Prologue

East 142nd Street, South Bronx, New York City

“Is it just me,” Clay Hollister inquired, “or is this neighborhood the shits?”

“It’s not just you,” said Devon Lang, hunched down beside him in the DEA surveillance van.

“I didn’t think so,” Hollister replied. “But you know how I like to be politically correct.”

“Yeah, right.” Lang’s smirk was almost audible.

Hollister couldn’t say the South Bronx was the worst place that he’d seen in sixteen years of service as a drug enforcement agent, but it absolutely ranked among the bottom four or five. Some of the district’s blocks reminded him of photos taken in Berlin, after the bombing raids of World War II, except the old-school Nazis hadn’t scrawled graffiti on their ruins. And, the last he’d heard, they didn’t spend much time killing each other in the streets.

Okay, some parts of the South Bronx were livable, but only just. Hollister wouldn’t want to spend a night in any of the tenements he’d seen so far. Between the roaches, rodents and the roving gangs, he didn’t see how any decent person could relax enough to sleep. A place like this, he thought, you either made escaping from the ghetto your life’s work, or else you gave up as a kid and let it pull you down.

“It’s time,” Lang said.

Hollister spoke into the mouthpiece of his wireless headset. “Entry teams, report.”

“Team A in place and ready,” said the stolid voice of Special Agent David Jones.

“Team B, ditto,” SA Rick Patterson chimed in.

The second-floor apartment they were raiding was a stash house, nothing cooking, if his information was correct, but Hollister had called up members of the DEA’s Clandestine Laboratory Enforcement Team just in case. One thing you could predict about drug traffickers: the pricks were unpredictable.

“Hit it!” he ordered, rising as he spoke and moving toward the van’s back door. He had already sweated through his T-shirt underneath the Kevlar vest with DEA printed in yellow on the chest and back.
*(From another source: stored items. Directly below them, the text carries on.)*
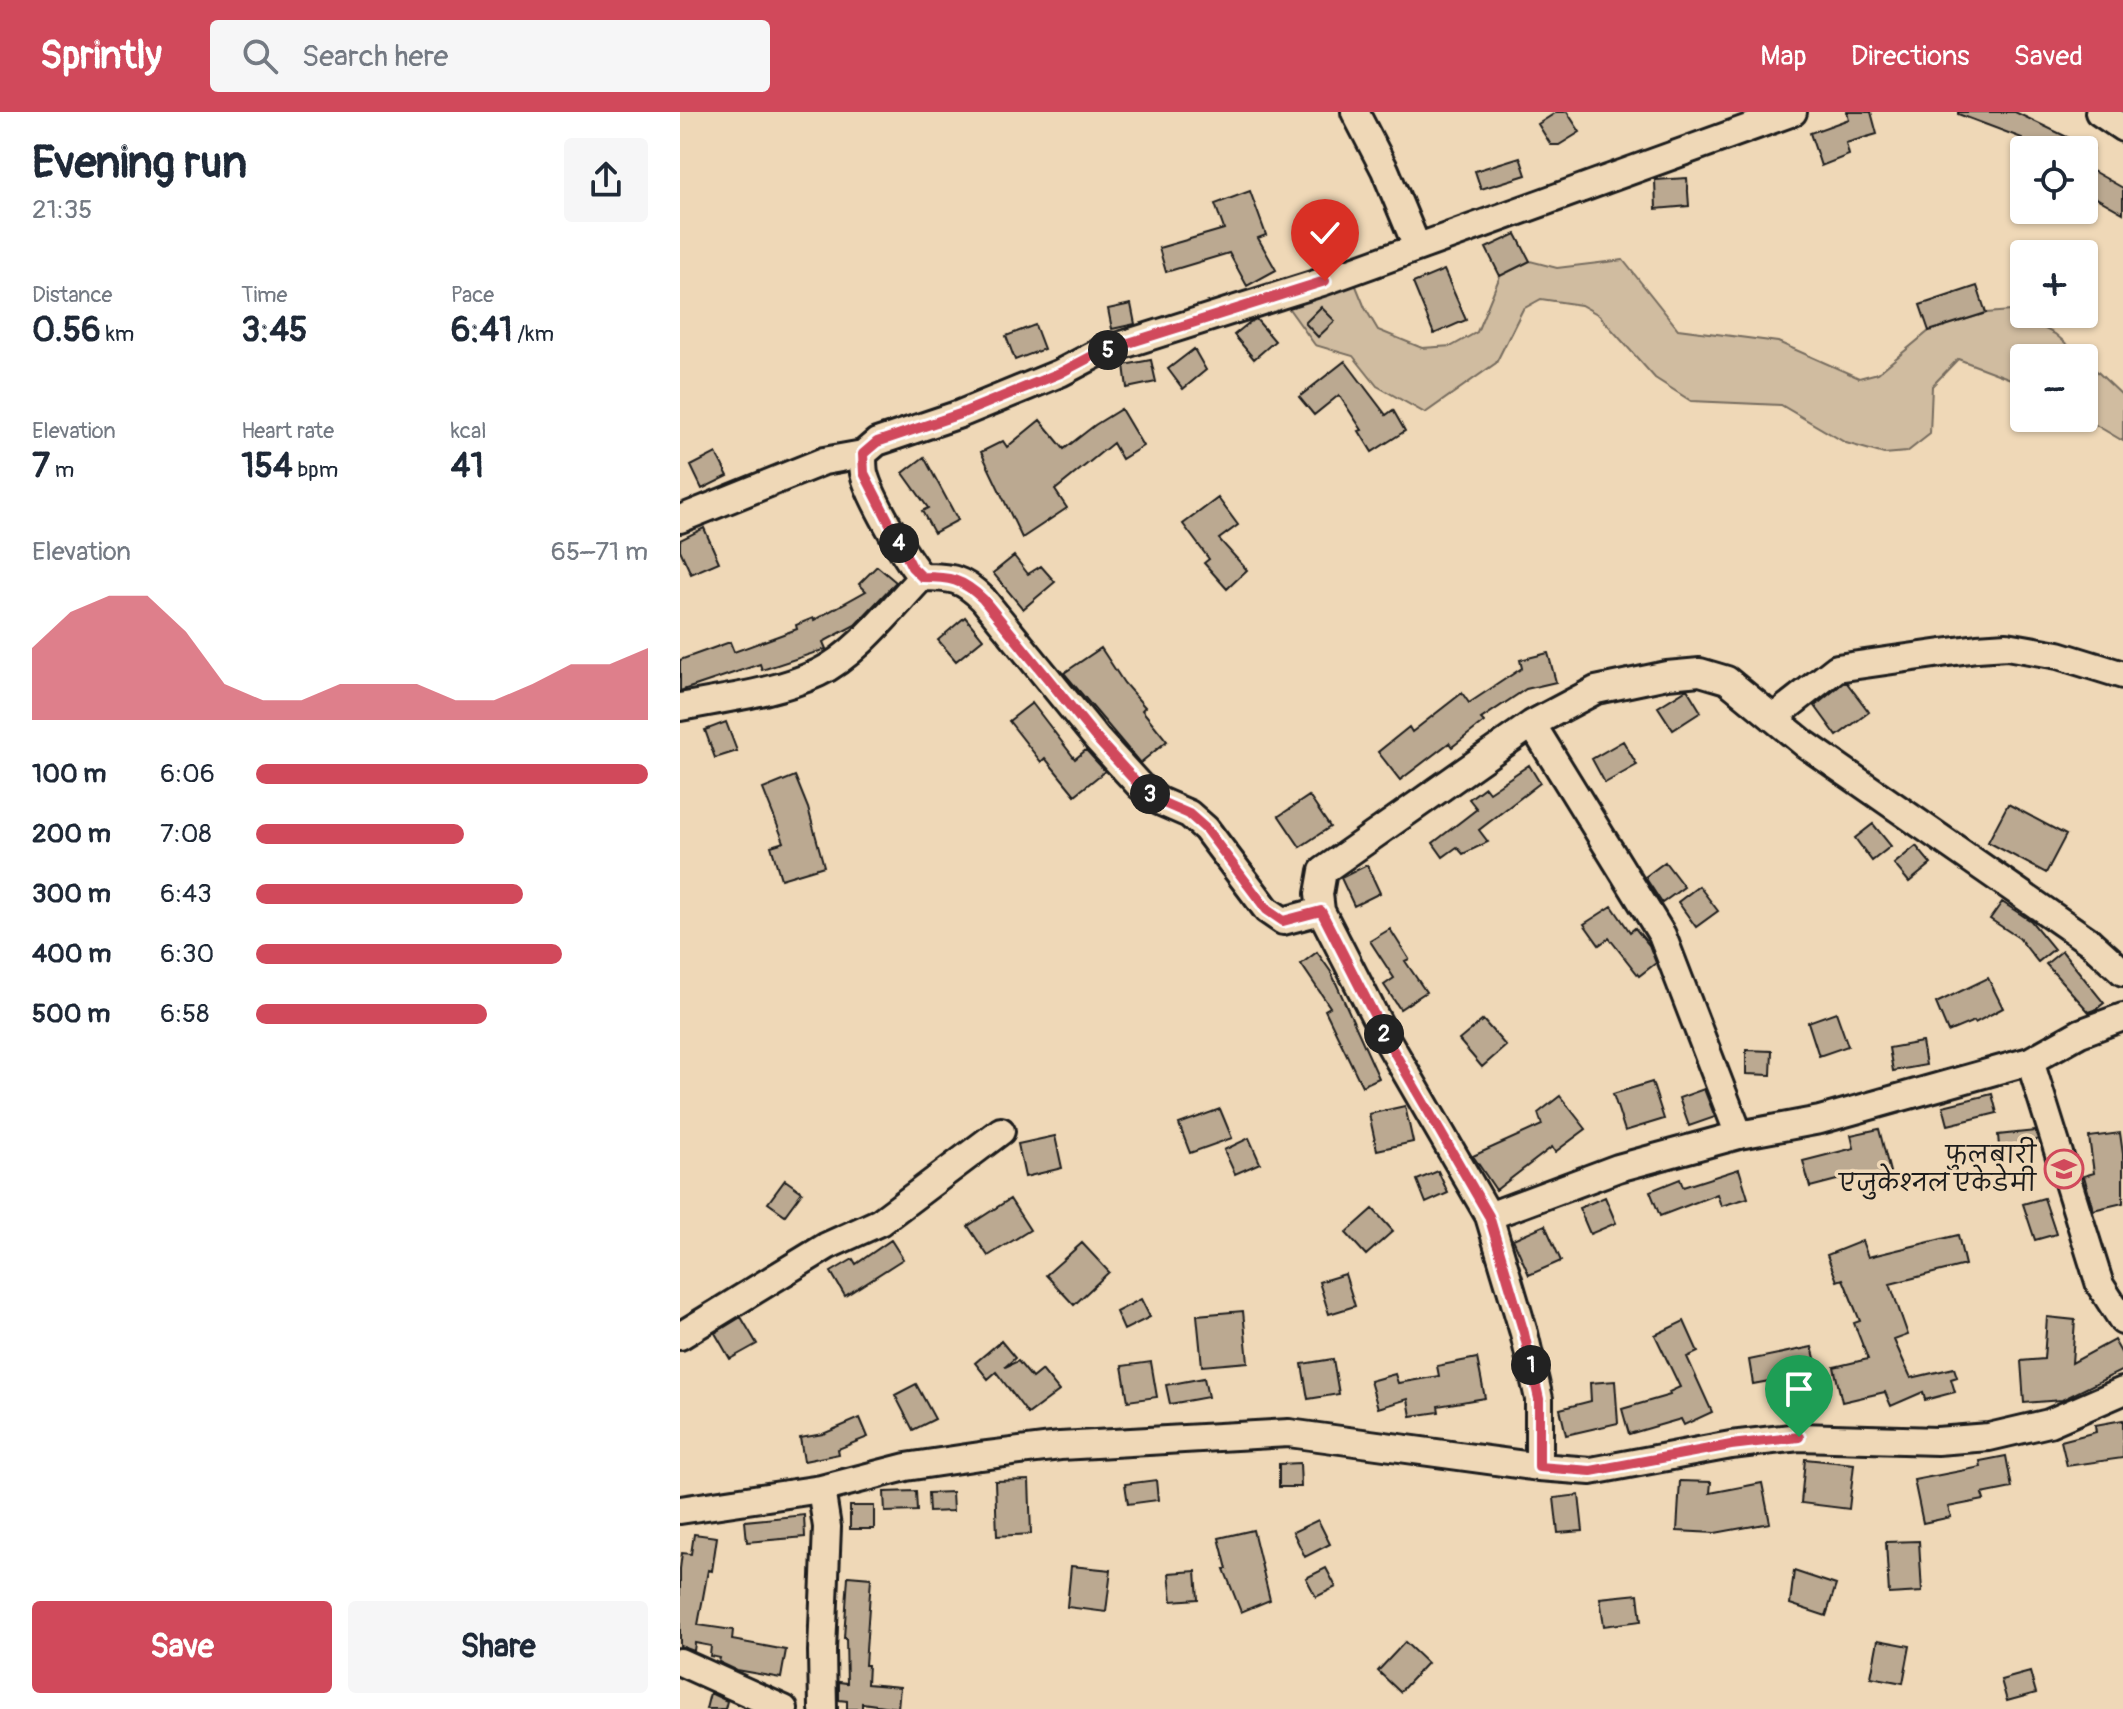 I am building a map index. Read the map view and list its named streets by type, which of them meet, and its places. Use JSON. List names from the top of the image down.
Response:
{
  "places": {
    "school or university": ["फुलबारी एजुकेश्नल एकेडेमी"]
  },
  "page": {
    "header": "Sprintly",
    "search": "Search here",
    "nav": ["Map", "Directions", "Saved"],
    "heading": ["Evening run", "21:35"],
    "map_buttons": ["+", "−"],
    "stats": [
      ["Distance", "0.56 km"],
      ["Time", "3:45"],
      ["Pace", "6:41 /km"],
      ["Elevation", "7 m"],
      ["Heart rate", "154 bpm"],
      ["kcal", "41"]
    ],
    "pins": [
      "5",
      "4",
      "3",
      "2",
      "1"
    ],
    "chart": ["Elevation", "65–71 m"],
    "list": [
      {
        "name": "100 m",
        "note": "6:06"
      },
      {
        "name": "200 m",
        "note": "7:08"
      },
      {
        "name": "300 m",
        "note": "6:43"
      },
      {
        "name": "400 m",
        "note": "6:30"
      },
      {
        "name": "500 m",
        "note": "6:58"
      }
    ],
    "buttons": ["Save", "Share"]
  }
}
It was like putting on a target, and the vest was only large enough to help him if he took a slug between the collarbone and navel. His head, neck, arms and everything below the waist was totally exposed, the vest a mere illusion of security.

Hollister hit the street with Lang behind him, trusting in their driver to prevent some local punk from ripping off the van. That would look great in Hollister’s report: a hundred grand and change in rolling stock evaporating while he tried to grab a handful of West Africans and—what?—fifteen or twenty kilos of coke?

Hollister felt a hundred pairs of hostile eyes tracking his progress as he crossed the street, detouring around a junker with its wheels gone and windows smashed, and hit the lobby of his target tenement. Upstairs, he heard a door crash, shouting, then the hammering of guns.

* * *

MAMADOU CISSOKO WISHED there could have been some warning that the cops were coming. At home, he knew the price of things and who to ask about connections, but the law seemed unapproachable to him in New York City. Part of that, he knew, was that the men in charge were mostly white and made no secret of their personal contempt for Africans, Asians—outsiders, in a word. Beyond that, he wouldn’t have known how much to offer, whether he was being robbed or treated to a discount rate.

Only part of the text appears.